先日の古今亭菊之丞の『居残り佐平次』には、やや厳しい注文をつけた。

 このネタに関連することとして、このネタを基本として数々の古典落語の名作をストーリーにちりばめた傑作映画『幕末太陽傳』がある。この映画については、一昨年書いたので、関心のある方はご覧のほどを。佐平次役のフランキー堺をはじめ、豪華絢爛のキャスト。日本映画の金字塔だと私は思っている。
2012年1月9日のブログ

 初代春風亭柳枝の作と伝えられる。『子別れ』の作者でもある。

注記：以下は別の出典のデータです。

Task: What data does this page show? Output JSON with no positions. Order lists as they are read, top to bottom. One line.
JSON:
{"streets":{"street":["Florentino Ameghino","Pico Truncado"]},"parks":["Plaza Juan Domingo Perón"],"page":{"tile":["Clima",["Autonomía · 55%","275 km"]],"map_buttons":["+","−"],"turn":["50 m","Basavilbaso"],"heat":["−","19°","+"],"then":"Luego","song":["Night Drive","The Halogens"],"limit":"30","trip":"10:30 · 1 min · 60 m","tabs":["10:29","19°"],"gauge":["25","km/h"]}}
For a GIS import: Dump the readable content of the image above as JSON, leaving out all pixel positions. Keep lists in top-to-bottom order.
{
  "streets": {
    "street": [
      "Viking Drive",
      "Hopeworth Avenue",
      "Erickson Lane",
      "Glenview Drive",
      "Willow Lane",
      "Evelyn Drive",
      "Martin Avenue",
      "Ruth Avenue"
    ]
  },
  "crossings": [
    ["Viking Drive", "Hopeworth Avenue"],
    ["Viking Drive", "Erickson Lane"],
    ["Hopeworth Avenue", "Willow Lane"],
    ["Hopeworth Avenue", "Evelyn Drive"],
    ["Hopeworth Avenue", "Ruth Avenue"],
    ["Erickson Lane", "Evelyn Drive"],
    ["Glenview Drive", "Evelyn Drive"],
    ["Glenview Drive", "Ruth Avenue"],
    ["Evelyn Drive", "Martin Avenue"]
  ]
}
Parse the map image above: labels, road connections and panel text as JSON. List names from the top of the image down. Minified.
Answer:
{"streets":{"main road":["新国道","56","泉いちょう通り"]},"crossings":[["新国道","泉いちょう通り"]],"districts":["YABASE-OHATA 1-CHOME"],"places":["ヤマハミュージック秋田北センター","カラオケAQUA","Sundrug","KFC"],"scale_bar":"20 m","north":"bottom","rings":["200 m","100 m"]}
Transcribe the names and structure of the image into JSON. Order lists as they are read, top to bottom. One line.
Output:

初代柳枝と『子別れ』については、ずいぶん前に書いたこともあるので、ご興味のある方はご覧のほどを。
2009年4月18日のブログ

 ちなみに、「佐平次」(左平次、左平治とも)という言葉には、もとは人形浄瑠璃の社会における隠語で、口きき、差し出口、追従、出すぎたまね、余計な世話、などの意味があるらしい。(榎本滋民著『榎本版 志ん朝落語』より)

 今回は、菊之丞の高座に関しても書いたのだが、ある噺家による見事な演出について書きたい。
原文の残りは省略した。